Already scheduled IMF, World Bank money transfers to Ukraine have been postponed or made conditional. Both now acknowledge that Kiev is likely to default on its international debt
This is an excerpt from an article that originally appeared at Dances with Bears
Multi-billion dollar lending to Ukraine by the International Monetary Fund (IMF) and World Bank has stopped amid growing doubts among country board directors at the two international organizations that the Ukrainian Government can meet repayment commitments and loan covenants for 2015, or deliver on reform promises and budget financing targets tabled in Kiev this week.
For the first time since the change of government in Ukraine last February led to civil war in the east of the country, European bankers and multilateral fund sources acknowledge that Kiev is now likely to default on its international debts, and will seek a reorganization of its bond debt.
To date, converting Special Drawing Rights (SDRs) in the table into US dollars, $4.3 billion in IMF transfers scheduled between July 25 and December 15 have now been put off. Another $2.1 billion had been scheduled by the IMF for release by next March 15 on condition that the IMF staff and board agreed by the end of this month that Kiev was meeting the “performance criteria.”

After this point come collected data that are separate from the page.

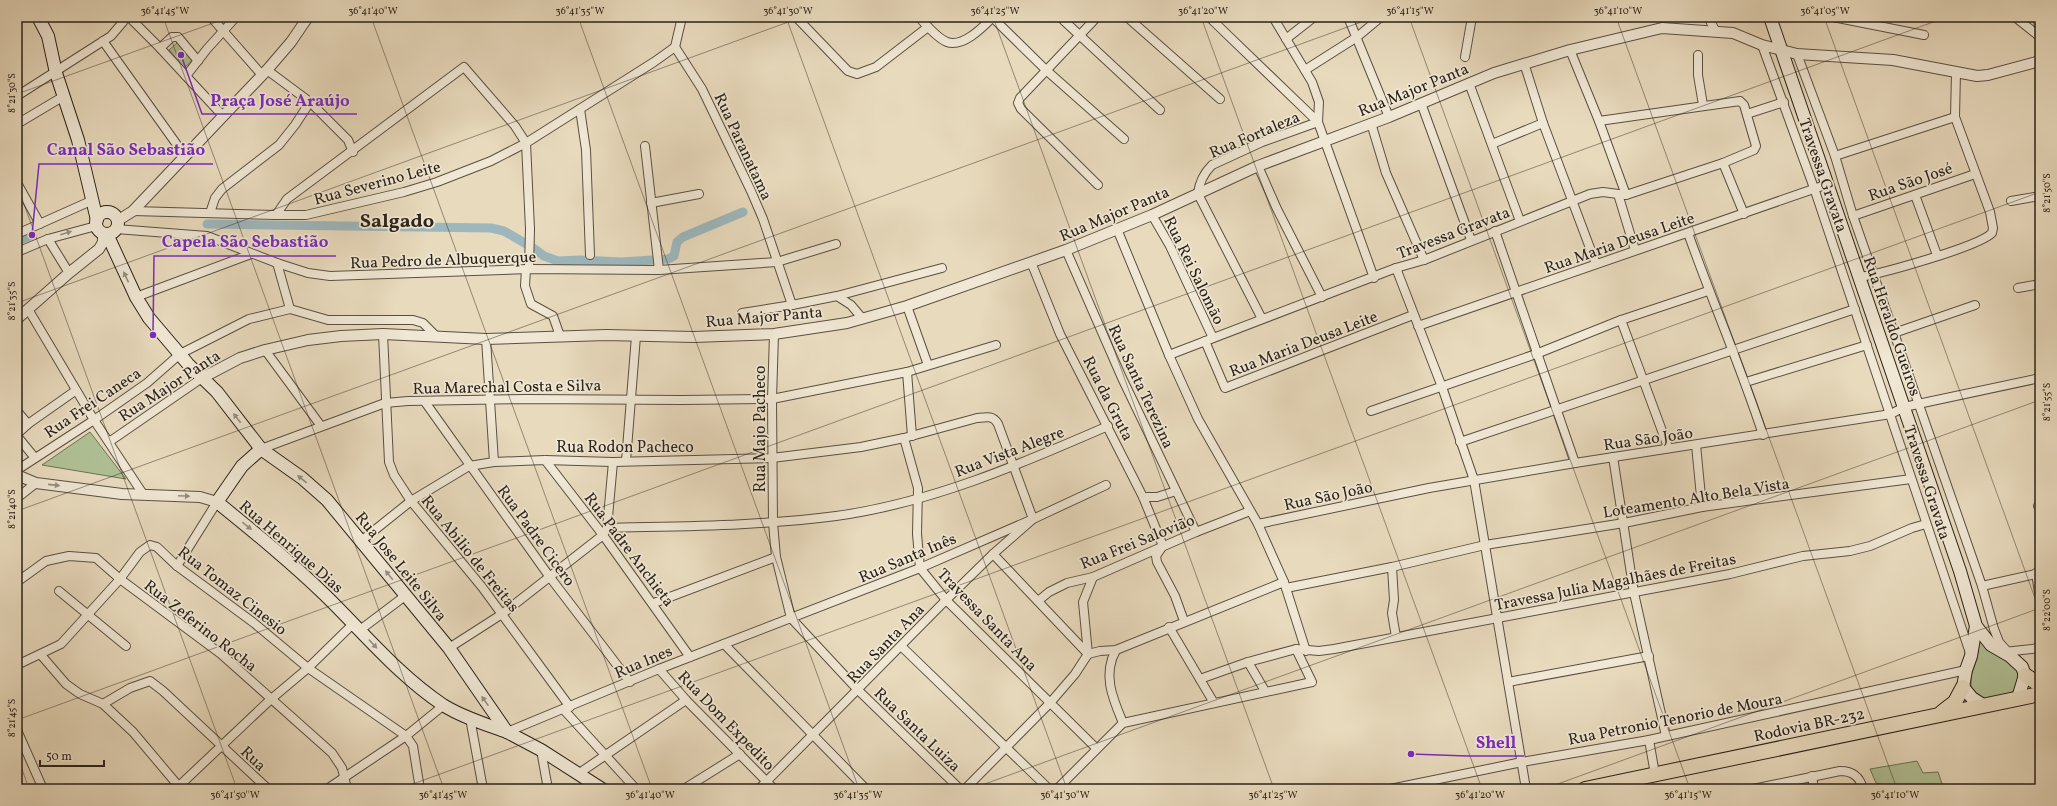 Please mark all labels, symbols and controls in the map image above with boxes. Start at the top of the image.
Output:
text: 36°41'45"W [141,4,189,18]
text: 36°41'40"W [348,4,398,18]
text: 36°41'35"W [556,4,604,18]
text: 36°41'30"W [763,4,813,18]
text: 36°41'25"W [971,4,1020,18]
text: 36°41'20"W [1178,4,1228,18]
text: 36°41'15"W [1386,4,1434,18]
text: 36°41'10"W [1594,4,1642,18]
text: 36°41'05"W [1800,4,1850,18]
street label: Rua Major Panta [1355,59,1472,123]
text: 8°21'30"S [5,73,19,113]
callout: Praça José Araújo [202,85,357,114]
text: Praça José Araújo [210,90,350,113]
street label: Rua Paranatama [708,90,777,204]
street label: Rua Fortaleza [1206,107,1304,165]
street label: Travessa Gravata [1792,116,1852,236]
callout: Canal São Sebastião [39,135,213,164]
text: Canal São Sebastião [47,139,206,162]
street label: Rua Severino Leite [312,156,443,211]
street label: Rua São José [1866,158,1956,208]
text: 8°21'50"S [2040,173,2054,213]
street label: Rua Major Panta [1056,182,1173,248]
street label: Travessa Gravata [1394,202,1513,266]
district label: Salgado [360,208,434,236]
street label: Rua Maria Deusa Leite [1542,208,1698,280]
street label: Rua Rei Salomão [1157,213,1229,329]
callout: Capela São Sebastião [154,227,336,256]
one-way arrow [61,230,73,236]
text: Capela São Sebastião [162,231,329,254]
street label: Rua Pedro de Albuquerque [350,247,536,275]
street label: Rua Heraldo Gueiros [1857,254,1925,399]
one-way arrow [123,271,129,282]
text: 8°21'35"S [5,282,19,320]
street label: Rua Major Panta [705,302,824,334]
street label: Rua Maria Deusa Leite [1226,306,1381,383]
street label: Rua Santa Terezina [1102,321,1179,452]
street label: Rua Major Panta [115,345,225,428]
street label: Rua da Gruta [1076,353,1138,445]
street label: Rua Frei Caneca [40,363,146,444]
street label: Rua Majo Pacheco [750,365,772,493]
street label: Rua Marechal Costa e Silva [412,375,602,401]
text: 8°21'55"S [2040,383,2054,421]
one-way arrow [233,413,241,424]
street label: Rua Vista Alegre [952,422,1068,484]
street label: Travessa Gravata [1897,422,1955,543]
street label: Rua São João [1602,423,1694,457]
street label: Rua Rodon Pacheco [556,437,694,459]
street label: Loteamento Alto Bela Vista [1601,473,1791,525]
one-way arrow [297,474,308,483]
street label: Rua São João [1282,477,1375,517]
street label: Rua Padre Cicero [491,481,580,591]
one-way arrow [48,482,60,488]
street label: Rua Padre Anchieta [578,488,679,612]
text: 8°21'40"S [5,489,19,529]
street label: Rua Abilio de Freitas [415,491,524,618]
one-way arrow [178,493,190,500]
street label: Rua Henrique Dias [234,496,348,599]
street label: Rua Jose Leite Silva [349,508,451,627]
street label: Rua Frei Salovião [1077,510,1198,576]
one-way arrow [242,522,253,531]
street label: Rua Santa Inês [856,528,960,589]
street label: Rua Tomaz Cinesio [172,542,291,641]
street label: Travessa Julia Magalhães de Freitas [1493,549,1738,617]
street label: Travessa Santa Ana [932,564,1042,677]
one-way arrow [384,570,393,581]
street label: Rua Zeferino Rocha [139,575,261,678]
text: 8°22'00"S [2040,589,2054,631]
street label: Rua Santa Ana [843,600,930,689]
one-way arrow [368,639,378,649]
street label: Rua Ines [612,641,676,685]
street label: Rua Dom Expedito [672,667,779,776]
street label: Rua Santa Luiza [868,683,965,778]
street label: Rua Petronio Tenorio de Moura [1566,688,1784,752]
one-way arrow [481,695,489,706]
text: 8°21'45"S [5,699,19,737]
street label: Rodovia BR-232 [1752,703,1867,748]
callout: Shell [1467,727,1524,756]
text: Shell [1476,732,1516,755]
scale bar [40,742,104,768]
street label: Rua [235,742,270,777]
text: 50 m [46,749,72,765]
text: 36°41'50"W [210,788,260,802]
text: 36°41'45"W [419,788,467,802]
text: 36°41'40"W [625,788,675,802]
text: 36°41'35"W [834,788,882,802]
text: 36°41'30"W [1040,788,1090,802]
text: 36°41'25"W [1249,788,1298,802]
text: 36°41'20"W [1455,788,1505,802]
text: 36°41'15"W [1664,788,1712,802]
text: 36°41'10"W [1871,788,1919,802]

Altogether, a third of the IMF’s financing agreement with Ukraine has now stopped because the Ukrainian Government is failing the “performance criteria”.

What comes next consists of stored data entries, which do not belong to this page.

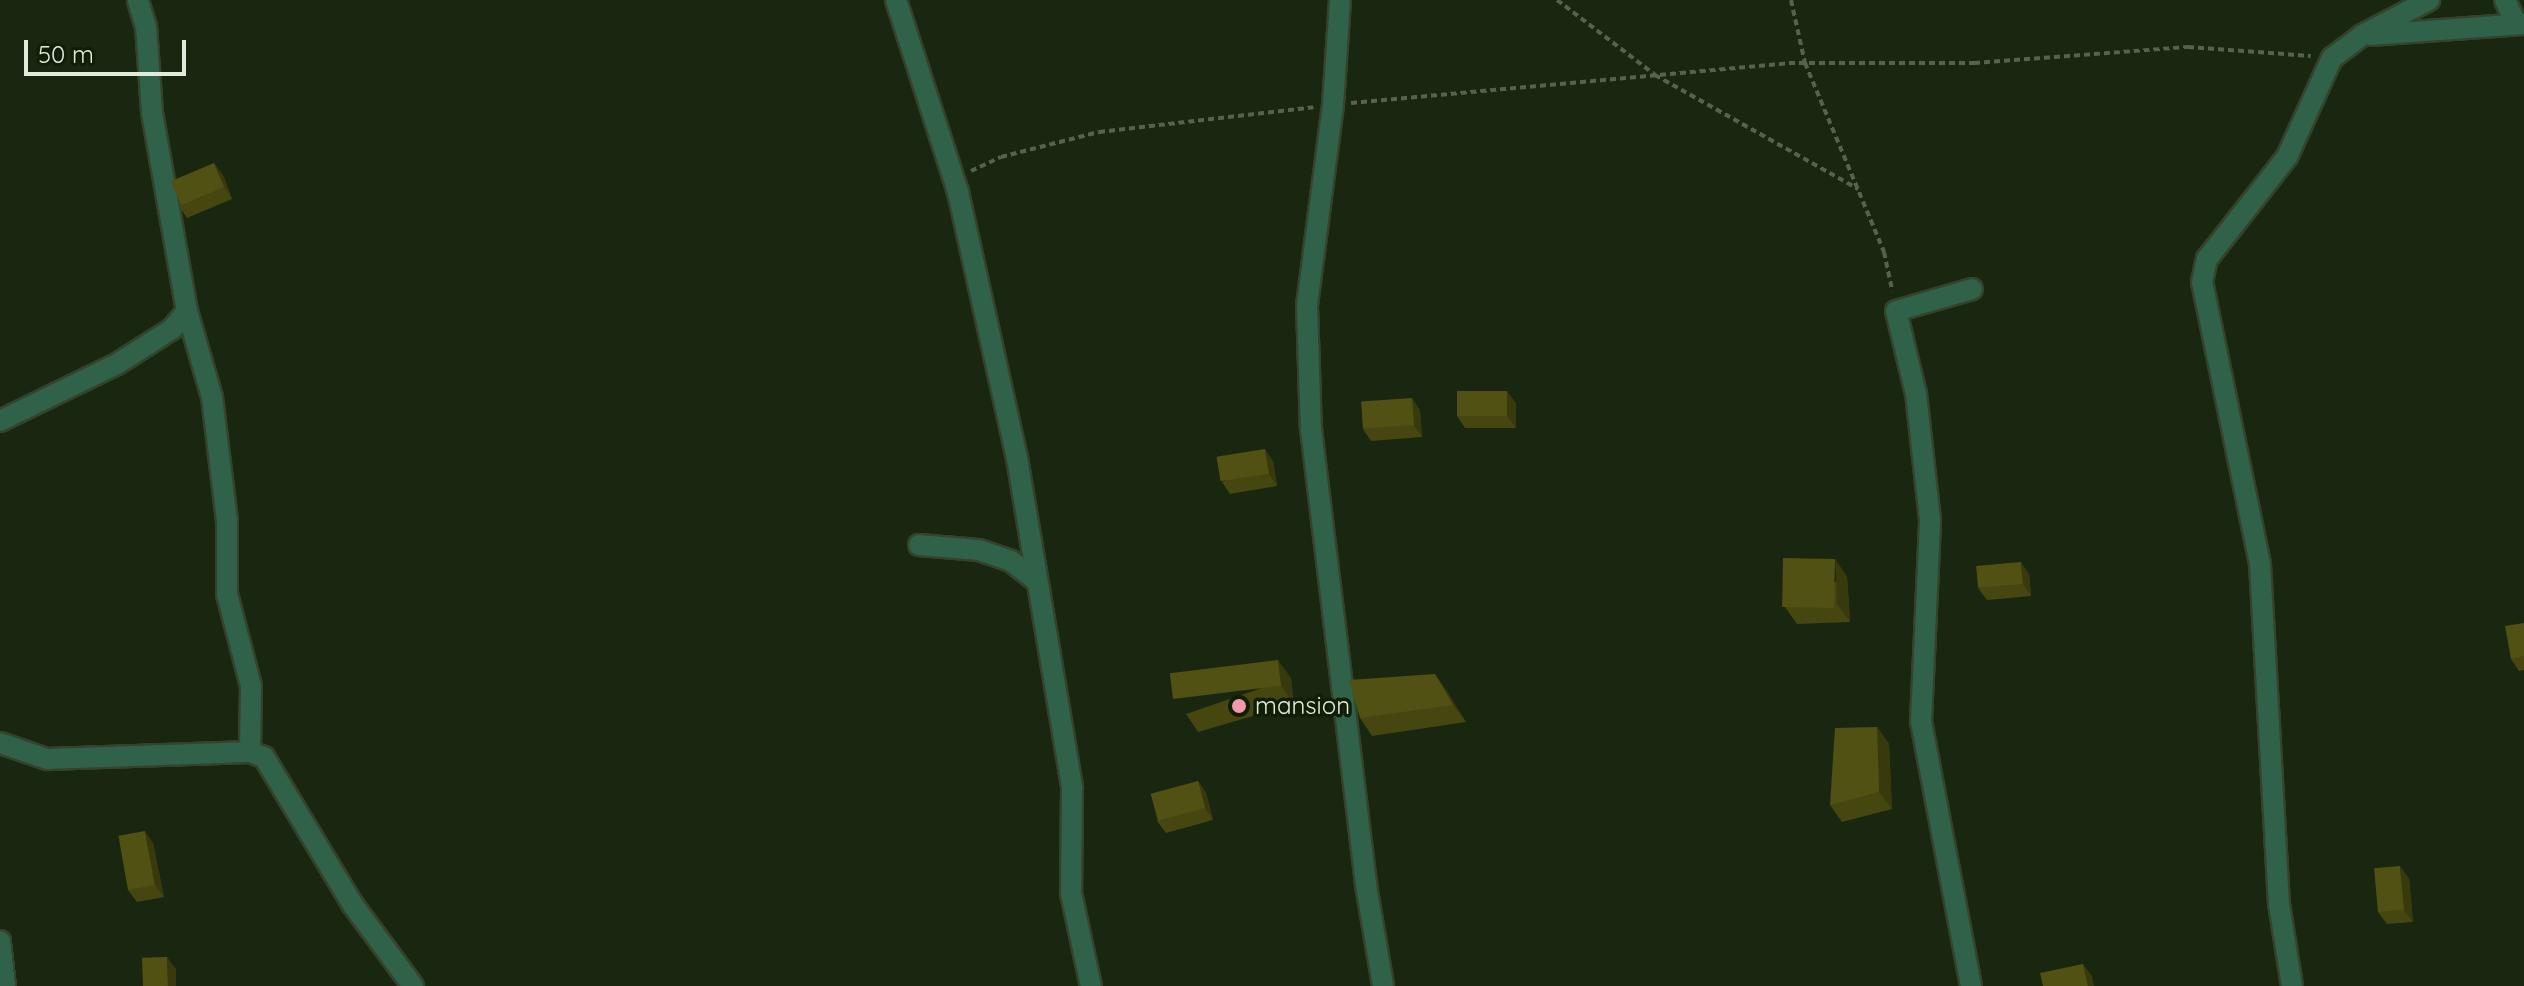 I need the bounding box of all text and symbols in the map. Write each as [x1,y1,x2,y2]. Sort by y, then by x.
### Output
scale bar [28,24,190,74]
text: 50 m [38,39,94,69]
place label: mansion [1255,692,1350,720]
marker: mansion [1230,697,1248,715]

In IMF lingo, performance criteria, loan covenants, programme conditionality, and financing assurances are all synonyms for what staff and directors believe to be in violation right now.
At the World Bank, officials are clear that negotiations for a new $500 million loan to support failing Ukrainian banks through the Deposit Guarantee Fund (DGF) have been postponed until next February at the earliest. The officials are less certain about how much money has actually been turned over to date.

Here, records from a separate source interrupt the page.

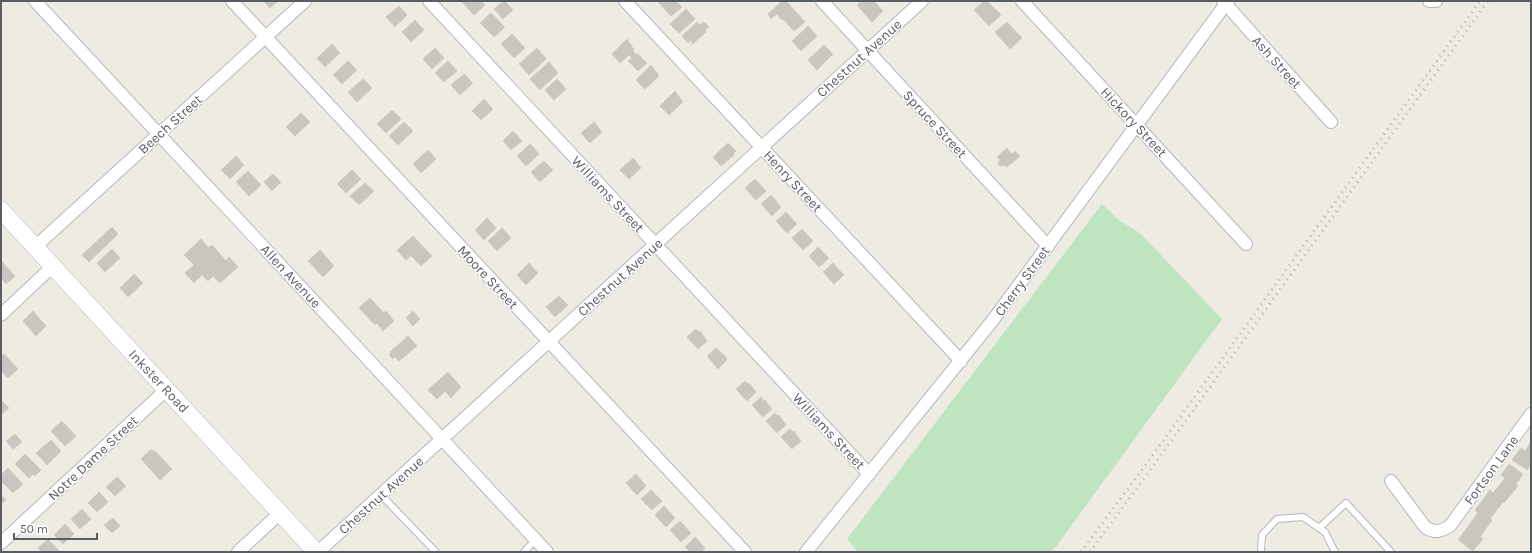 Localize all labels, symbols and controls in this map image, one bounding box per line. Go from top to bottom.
street label: Chestnut Avenue [813,16,905,101]
street label: Ash Street [1248,32,1305,92]
street label: Hickory Street [1097,84,1170,161]
street label: Spruce Street [899,87,970,162]
street label: Beech Street [135,91,206,158]
street label: Henry Street [760,147,826,216]
street label: Williams Street [568,152,647,236]
street label: Chestnut Avenue [574,235,666,320]
street label: Allen Avenue [257,241,324,312]
street label: Moore Street [454,242,522,313]
street label: Cherry Street [991,243,1054,320]
street label: Inkster Road [125,346,192,417]
street label: Williams Street [789,389,868,473]
street label: Notre Dame Street [45,412,142,505]
street label: Fortson Lane [1461,432,1522,508]
street label: Chestnut Avenue [335,453,427,538]
scale bar [14,515,97,541]
text: 50 m [20,522,48,536] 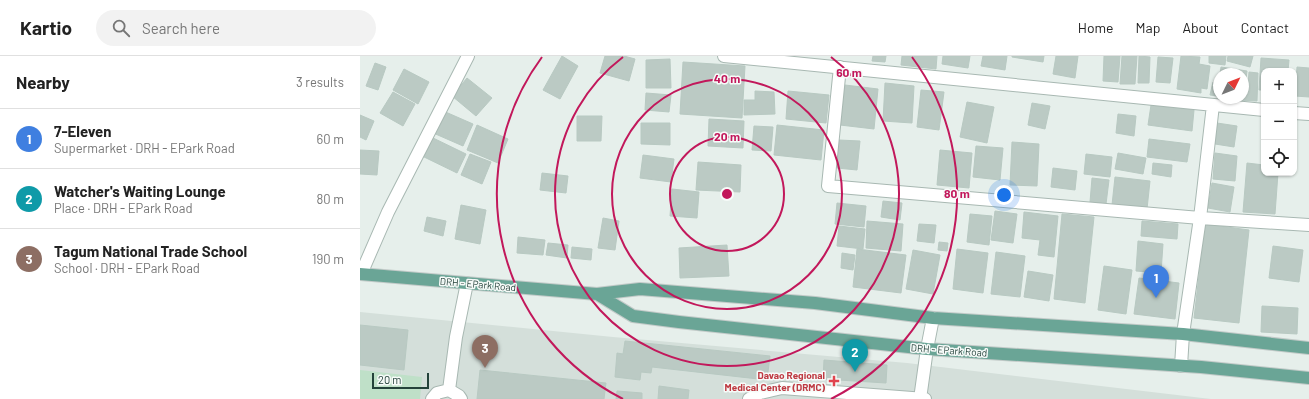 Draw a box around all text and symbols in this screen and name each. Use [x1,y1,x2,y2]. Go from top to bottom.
search box [96,10,376,46]
text: Kartio [20,16,72,39]
icon: search [110,17,132,39]
text: Search here [142,19,220,37]
text: Home [1078,19,1114,36]
text: Map [1136,19,1160,36]
text: About [1182,19,1219,36]
text: Contact [1241,19,1289,36]
text: 60 m [836,65,862,79]
north arrow [1213,68,1249,104]
map controls [1261,68,1297,176]
button: + [1261,68,1297,104]
text: 40 m [714,71,740,85]
text: Nearby [16,72,70,92]
text: 3 results [296,74,344,90]
button: − [1261,104,1297,140]
text: 7-Eleven [54,122,111,140]
text: 20 m [714,129,740,143]
text: 1 [27,131,31,147]
text: 60 m [317,131,344,147]
text: Supermarket · DRH - EPark Road [54,140,235,156]
button: locate [1261,140,1297,176]
text: Watcher's Waiting Lounge [54,182,226,200]
your location [994,185,1014,205]
text: 80 m [944,186,970,200]
centre of rings [720,187,734,201]
text: 2 [25,191,33,207]
text: 80 m [317,191,344,207]
text: Place · DRH - EPark Road [54,200,192,216]
text: Tagum National Trade School [54,242,247,260]
text: 3 [25,251,33,267]
text: 190 m [312,251,344,267]
text: School · DRH - EPark Road [54,260,200,276]
pin: 1 [1143,265,1169,298]
street label: DRH - EPark Road [439,275,517,293]
pin: 3 [472,335,498,368]
pin: 2 [842,339,868,372]
street label: DRH - EPark Road [910,341,988,359]
place label: Davao Regional Medical Center (DRMC) [725,369,826,393]
scale bar [372,371,429,390]
text: 20 m [378,373,401,386]
marker: Davao Regional Medical Center (DRMC) [828,375,840,387]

The so-called “technical discussions” by the IMF and World Bank have been analysed by Andrei Kirilenko, a well-known Ukrainian-American professor of finance at MIT’s Sloan business school. In September he illustrated the shortfalls in Ukrainian cash to meet IMF targets this way:
The tabulation shows that even drastic cuts to the government’s budget would cover just 88 billion hryvnia ($5.5 billion), substantially less than the shortfall of UAH115.2 billion ($7.3 billion) for the domestic energy source, Naftogaz.
“The financing needs of Naftogaz,” according to Kirilenko, “are nearly twice as large as the available financing capacity of the entire domestic financial system, including the National Bank of Ukraine.
Another domestic financial system of about the same size and capacity needs to be built just to finance Naftogaz.”
The combination of state budget and Naftogaz is dwarfed in Kirilenko’s display of the IMF technical estimates by the overall negative balance requiring external financing: that’s $13.2 billion.
“For now, it looks like the short-term solution is to patch up the Naftogaz financing gap using the IMF standby money.
In fact, the IMF standby program looks more and more like the bailout of just Naftogaz.